Daren Sammy, who led West Indies to both their T20 World Cup triumphs (2012 and 2016), has lamented the decline of Caribbean cricket in the shortest format as well. He, however, admitted the hands of Cricket West Indies (CWI) are tied to an extent since it's not as financially well-off as the BCCI or some of the other rich cricketing boards.
The Windies have struggled in Tests and ODIs over the last couple of decades, and have been a shadow of their former dominating self. However, there was a glimmer of hope when they won two T20 World Cups in a span of four years. The format suited West Indies’ flamboyant style of play and the cricketers also reveled in the new-found challenge.
It’s all gone down pretty downhill for the Caribbean and rather swiftly over the last few years. They did not make the knockouts of the T20 World Cup in 2021 and failed to qualify for the Super 12 stage in the ongoing edition.

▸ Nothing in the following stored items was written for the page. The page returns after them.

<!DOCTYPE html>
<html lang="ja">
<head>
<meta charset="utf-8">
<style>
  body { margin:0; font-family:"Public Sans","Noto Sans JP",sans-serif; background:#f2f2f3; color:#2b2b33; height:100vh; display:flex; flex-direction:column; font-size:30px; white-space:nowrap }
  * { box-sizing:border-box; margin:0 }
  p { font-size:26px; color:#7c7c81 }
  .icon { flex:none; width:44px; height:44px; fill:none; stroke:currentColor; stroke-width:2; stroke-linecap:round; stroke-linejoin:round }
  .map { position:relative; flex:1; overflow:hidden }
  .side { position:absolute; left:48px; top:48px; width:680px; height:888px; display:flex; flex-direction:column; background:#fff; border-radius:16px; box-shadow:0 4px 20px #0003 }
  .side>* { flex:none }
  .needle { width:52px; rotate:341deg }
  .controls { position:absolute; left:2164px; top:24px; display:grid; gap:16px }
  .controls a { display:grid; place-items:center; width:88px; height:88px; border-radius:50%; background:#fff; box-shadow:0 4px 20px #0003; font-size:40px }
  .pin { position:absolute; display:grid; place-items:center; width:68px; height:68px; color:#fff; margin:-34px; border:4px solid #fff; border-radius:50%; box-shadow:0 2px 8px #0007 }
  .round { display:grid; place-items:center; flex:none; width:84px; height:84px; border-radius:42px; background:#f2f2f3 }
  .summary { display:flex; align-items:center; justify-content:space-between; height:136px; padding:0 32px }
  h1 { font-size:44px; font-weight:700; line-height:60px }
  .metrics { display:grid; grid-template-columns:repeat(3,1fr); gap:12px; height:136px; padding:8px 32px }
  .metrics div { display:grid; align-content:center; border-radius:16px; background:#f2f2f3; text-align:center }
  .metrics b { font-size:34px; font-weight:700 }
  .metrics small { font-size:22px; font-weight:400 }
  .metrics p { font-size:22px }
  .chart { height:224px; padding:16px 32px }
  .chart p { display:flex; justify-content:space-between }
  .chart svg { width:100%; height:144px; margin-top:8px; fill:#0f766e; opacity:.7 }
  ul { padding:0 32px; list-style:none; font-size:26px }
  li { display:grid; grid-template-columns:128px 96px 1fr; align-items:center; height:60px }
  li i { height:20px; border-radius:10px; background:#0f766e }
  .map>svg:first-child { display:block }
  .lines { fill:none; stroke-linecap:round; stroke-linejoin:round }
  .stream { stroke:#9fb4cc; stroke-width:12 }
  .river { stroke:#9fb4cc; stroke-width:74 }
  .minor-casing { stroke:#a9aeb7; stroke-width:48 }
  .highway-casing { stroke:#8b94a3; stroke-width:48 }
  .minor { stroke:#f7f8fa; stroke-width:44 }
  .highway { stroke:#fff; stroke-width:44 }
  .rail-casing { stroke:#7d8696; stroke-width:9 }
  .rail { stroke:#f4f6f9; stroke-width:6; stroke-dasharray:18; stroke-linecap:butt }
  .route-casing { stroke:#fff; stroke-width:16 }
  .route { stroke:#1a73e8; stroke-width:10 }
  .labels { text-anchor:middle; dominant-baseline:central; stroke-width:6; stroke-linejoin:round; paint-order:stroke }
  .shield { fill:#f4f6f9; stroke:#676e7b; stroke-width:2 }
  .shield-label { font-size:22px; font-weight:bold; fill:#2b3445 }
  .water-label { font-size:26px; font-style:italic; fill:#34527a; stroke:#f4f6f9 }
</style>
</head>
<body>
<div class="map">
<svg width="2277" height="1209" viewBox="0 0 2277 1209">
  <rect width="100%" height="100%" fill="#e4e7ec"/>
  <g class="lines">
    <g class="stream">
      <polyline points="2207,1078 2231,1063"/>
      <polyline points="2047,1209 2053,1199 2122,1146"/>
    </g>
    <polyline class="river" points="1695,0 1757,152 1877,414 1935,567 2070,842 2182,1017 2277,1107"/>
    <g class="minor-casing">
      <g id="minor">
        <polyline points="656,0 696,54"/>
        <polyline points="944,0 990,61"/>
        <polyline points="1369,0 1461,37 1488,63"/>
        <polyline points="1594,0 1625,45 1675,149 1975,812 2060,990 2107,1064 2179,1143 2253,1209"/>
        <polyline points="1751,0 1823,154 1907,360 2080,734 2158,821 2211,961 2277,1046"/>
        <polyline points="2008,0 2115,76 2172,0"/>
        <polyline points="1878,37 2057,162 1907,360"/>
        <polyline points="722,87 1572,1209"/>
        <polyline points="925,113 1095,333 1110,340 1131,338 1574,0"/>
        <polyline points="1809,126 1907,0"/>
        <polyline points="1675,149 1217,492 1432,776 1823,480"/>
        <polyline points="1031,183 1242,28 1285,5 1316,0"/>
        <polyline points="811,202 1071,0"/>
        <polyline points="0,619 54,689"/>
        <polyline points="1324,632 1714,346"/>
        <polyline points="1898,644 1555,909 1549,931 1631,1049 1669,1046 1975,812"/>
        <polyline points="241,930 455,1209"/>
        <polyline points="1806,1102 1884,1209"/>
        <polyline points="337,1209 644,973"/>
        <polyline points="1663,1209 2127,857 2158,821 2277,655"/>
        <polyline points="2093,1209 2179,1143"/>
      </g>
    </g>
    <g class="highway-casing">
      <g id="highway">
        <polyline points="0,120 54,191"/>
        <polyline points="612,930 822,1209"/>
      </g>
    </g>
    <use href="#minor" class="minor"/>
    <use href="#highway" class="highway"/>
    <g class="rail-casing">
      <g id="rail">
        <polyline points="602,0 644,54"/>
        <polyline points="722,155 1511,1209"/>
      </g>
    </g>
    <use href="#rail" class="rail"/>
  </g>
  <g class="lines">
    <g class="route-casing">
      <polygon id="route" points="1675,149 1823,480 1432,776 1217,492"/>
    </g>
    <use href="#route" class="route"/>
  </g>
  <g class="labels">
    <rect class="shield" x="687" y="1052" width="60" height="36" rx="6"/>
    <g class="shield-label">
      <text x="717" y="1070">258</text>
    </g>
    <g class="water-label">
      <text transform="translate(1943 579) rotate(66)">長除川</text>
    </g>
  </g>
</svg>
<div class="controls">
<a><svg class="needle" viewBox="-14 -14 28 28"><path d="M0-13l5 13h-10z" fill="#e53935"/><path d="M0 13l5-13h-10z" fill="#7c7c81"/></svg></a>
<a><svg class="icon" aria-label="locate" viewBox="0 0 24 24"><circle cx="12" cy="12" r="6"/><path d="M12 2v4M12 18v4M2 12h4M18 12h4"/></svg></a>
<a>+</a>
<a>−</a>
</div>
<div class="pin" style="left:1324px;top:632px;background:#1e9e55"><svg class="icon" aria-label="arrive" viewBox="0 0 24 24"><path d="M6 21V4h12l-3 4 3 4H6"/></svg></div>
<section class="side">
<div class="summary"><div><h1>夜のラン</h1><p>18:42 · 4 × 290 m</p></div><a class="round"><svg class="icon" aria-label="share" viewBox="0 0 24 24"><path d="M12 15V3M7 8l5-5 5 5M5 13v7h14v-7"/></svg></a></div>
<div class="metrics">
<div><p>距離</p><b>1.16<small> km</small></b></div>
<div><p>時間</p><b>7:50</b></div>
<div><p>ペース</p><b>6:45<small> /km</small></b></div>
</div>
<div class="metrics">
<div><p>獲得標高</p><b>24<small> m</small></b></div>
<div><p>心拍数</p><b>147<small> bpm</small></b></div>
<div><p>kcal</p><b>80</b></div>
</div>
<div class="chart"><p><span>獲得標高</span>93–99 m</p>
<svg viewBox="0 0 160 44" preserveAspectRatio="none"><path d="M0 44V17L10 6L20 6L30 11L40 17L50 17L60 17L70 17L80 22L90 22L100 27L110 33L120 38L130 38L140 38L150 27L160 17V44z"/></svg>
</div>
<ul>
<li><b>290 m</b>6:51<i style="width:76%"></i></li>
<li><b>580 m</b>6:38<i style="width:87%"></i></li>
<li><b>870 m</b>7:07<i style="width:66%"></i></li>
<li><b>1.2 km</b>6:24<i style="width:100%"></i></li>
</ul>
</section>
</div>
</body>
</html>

Admitting that the downfall of West Indies cricket hurts a lot, Sammy delved deep into the reasons why they have lost their way. He told PTI in an interview:
"India is strong because they can tell their players that you don't play anywhere else. You have to understand that they have the money to back it up. An India A list contracted player could probably make a million dollar a year (₹7 crore plus match fees plus TV rights money) compared to a Windies A lister, who would earn $150,000 (₹1.2 crore roughly).

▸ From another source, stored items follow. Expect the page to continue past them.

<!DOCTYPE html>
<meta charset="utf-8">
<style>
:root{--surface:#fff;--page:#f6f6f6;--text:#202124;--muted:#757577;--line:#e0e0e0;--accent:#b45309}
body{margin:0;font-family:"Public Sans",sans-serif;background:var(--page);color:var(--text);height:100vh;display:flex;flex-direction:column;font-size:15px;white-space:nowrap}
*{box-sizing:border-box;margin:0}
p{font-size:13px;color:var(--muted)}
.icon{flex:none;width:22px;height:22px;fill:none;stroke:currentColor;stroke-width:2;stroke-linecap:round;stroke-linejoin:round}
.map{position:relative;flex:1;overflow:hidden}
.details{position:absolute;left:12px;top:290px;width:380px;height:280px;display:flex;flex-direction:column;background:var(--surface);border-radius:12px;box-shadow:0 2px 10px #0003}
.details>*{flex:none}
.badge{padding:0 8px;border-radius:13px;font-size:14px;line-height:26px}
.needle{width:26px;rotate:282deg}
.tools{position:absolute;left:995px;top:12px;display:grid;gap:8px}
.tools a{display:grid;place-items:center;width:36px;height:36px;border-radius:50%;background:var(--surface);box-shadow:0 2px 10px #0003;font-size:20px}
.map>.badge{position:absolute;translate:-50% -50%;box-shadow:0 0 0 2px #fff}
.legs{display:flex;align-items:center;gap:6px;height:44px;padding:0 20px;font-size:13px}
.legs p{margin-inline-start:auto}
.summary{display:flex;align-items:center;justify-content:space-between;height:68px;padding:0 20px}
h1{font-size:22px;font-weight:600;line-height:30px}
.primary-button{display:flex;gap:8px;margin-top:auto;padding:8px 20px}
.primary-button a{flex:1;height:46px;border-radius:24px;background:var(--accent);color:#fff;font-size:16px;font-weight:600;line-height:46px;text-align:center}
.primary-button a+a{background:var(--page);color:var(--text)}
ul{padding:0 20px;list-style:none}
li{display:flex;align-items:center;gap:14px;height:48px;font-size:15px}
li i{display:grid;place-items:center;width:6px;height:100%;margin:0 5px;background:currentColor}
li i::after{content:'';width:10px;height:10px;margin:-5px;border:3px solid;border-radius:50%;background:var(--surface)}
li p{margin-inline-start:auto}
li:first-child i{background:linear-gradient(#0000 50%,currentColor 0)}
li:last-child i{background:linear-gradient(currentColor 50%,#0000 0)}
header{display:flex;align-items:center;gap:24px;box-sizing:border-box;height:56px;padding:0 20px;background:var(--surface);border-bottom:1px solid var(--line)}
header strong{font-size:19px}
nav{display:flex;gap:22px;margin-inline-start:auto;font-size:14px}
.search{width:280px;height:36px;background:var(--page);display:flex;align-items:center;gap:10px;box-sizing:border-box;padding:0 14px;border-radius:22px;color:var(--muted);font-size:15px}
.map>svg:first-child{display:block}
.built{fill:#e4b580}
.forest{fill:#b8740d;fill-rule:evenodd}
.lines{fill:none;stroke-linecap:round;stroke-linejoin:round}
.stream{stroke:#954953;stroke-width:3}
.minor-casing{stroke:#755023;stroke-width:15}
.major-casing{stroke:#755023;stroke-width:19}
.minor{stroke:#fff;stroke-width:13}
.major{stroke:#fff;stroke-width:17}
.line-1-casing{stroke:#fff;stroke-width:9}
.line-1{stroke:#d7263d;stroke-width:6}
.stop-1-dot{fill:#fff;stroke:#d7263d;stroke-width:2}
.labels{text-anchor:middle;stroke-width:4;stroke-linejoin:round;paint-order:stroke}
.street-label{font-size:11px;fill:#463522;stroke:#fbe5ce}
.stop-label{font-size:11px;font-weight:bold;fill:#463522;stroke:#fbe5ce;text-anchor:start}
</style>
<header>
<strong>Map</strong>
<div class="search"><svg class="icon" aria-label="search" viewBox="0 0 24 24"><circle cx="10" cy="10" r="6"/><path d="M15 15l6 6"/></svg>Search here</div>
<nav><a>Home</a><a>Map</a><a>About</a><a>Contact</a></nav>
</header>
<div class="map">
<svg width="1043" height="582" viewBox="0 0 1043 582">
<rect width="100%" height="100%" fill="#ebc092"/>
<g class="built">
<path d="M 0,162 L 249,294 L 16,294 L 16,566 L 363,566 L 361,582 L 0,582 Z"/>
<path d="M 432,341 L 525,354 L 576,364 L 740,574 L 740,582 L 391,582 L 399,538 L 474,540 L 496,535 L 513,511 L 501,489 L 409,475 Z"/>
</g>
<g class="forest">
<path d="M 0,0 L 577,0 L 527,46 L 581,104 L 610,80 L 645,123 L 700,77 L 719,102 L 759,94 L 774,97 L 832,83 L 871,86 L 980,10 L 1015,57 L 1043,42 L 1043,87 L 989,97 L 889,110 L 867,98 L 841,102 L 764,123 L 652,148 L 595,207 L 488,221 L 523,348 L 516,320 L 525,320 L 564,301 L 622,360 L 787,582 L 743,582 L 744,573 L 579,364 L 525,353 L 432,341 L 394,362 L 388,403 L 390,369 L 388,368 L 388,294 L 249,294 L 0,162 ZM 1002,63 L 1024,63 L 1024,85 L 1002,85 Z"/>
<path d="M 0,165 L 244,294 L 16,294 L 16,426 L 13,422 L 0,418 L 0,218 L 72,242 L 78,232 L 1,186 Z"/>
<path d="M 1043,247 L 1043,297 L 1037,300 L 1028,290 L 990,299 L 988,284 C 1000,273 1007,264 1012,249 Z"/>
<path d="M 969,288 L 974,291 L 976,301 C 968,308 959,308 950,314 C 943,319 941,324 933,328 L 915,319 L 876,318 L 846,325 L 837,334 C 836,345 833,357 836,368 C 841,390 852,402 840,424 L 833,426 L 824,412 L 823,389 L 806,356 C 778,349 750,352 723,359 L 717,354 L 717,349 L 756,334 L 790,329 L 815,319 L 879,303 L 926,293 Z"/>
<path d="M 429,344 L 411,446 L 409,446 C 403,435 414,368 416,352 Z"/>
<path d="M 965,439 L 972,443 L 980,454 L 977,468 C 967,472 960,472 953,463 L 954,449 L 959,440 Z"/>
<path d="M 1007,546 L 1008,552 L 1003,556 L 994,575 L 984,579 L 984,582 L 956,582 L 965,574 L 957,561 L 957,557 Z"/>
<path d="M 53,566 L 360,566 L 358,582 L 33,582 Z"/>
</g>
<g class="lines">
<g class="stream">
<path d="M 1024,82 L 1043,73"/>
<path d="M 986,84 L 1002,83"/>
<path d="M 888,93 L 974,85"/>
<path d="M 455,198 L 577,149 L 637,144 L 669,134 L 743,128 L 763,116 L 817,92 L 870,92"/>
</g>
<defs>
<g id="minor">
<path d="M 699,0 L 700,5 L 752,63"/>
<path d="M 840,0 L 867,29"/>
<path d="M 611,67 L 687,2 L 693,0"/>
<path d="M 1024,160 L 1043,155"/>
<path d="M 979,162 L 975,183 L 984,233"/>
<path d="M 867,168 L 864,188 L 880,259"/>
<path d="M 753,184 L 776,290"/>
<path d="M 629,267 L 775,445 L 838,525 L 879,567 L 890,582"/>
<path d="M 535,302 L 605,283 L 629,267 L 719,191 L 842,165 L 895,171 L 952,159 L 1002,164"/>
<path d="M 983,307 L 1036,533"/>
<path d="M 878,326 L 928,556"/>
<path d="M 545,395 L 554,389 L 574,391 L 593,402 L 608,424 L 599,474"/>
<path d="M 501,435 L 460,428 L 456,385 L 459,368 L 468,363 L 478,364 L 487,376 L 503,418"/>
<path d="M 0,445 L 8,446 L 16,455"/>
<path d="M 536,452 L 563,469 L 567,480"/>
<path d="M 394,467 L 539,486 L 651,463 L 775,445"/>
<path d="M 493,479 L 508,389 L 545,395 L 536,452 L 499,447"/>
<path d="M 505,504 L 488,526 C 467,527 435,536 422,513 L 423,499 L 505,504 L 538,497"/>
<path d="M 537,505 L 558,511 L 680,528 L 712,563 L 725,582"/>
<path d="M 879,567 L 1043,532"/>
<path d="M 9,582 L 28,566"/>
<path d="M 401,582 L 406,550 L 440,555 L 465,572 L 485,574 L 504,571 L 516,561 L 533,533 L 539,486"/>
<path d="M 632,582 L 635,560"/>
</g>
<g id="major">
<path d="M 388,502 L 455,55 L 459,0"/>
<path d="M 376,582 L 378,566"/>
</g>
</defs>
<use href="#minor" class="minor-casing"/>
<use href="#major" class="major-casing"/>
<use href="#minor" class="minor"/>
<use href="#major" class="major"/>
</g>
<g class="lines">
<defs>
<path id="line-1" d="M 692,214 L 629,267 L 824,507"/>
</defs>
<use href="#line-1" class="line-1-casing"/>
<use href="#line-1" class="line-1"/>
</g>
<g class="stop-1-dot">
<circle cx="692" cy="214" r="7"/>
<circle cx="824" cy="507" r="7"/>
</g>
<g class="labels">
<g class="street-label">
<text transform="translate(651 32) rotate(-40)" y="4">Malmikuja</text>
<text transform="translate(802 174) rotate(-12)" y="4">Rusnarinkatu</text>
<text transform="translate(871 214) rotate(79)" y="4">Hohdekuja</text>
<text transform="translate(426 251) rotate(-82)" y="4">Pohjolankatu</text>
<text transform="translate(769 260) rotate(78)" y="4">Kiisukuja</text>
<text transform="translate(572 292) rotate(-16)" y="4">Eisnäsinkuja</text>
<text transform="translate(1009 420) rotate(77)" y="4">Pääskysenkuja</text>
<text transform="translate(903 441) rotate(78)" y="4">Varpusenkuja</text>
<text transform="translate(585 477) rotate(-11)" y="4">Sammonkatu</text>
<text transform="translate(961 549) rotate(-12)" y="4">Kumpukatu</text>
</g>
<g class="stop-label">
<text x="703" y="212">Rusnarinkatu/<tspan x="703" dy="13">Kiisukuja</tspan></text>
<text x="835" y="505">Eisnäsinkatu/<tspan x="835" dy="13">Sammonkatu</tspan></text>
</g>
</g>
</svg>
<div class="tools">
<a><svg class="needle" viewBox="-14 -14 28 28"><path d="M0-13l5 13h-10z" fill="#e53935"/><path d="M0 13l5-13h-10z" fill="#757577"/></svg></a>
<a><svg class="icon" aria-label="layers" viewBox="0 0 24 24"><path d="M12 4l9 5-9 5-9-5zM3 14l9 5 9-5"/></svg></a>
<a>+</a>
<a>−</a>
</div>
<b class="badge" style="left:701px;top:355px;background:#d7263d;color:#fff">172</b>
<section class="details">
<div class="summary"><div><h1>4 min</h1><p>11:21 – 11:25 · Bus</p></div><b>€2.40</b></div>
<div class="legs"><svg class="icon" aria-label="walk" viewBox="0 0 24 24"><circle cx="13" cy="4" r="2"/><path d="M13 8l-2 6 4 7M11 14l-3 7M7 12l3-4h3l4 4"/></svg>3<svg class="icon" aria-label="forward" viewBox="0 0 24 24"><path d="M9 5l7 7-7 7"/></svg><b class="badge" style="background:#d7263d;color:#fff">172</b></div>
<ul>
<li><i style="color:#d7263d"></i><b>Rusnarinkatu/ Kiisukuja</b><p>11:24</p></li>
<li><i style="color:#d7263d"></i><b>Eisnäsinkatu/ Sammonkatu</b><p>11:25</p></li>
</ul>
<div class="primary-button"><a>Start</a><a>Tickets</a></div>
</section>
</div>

"That's a massive difference and obviously the question of pay (disparity) will always come up. It's very difficult for smaller boards (in terms of financial might) to keep their players together when they are handsomely paid elsewhere."
Tearing apart the theory that passion seems to be missing in players, he retorted:
"Gone are those days when you played for love. Love doesn't buy you groceries from supermarket.”
West Indies lost two of their three first-round matches to be knocked out of the T20 World Cup 2022. They succumbed to a 42-run loss to Scotland and were demolished by Ireland by nine wickets.
Daren Sammy urges CWI to learn from New Zealand
While admitting that things are tough for players as well as cricket boards with the advent of cash-rich T20 leagues, Sammy praised New Zealand Cricket (NZC) for attempting to find a middle ground. He stated:
"So, it's a tough period. I think NZC does it quite well (no international cricket scheduled during IPL). If NZC can do it, it comes down to communication. It’s upto the players and the boards to get a working system.
"If you say, you are committed to me (player to board or vice versa), then some level of sacrifice has to happen. You can't be committed to me when nothing else is available for you."
Sammy represented West Indies in 38 Tests, 126 ODIs and 68 T20Is from 2004 to 2017.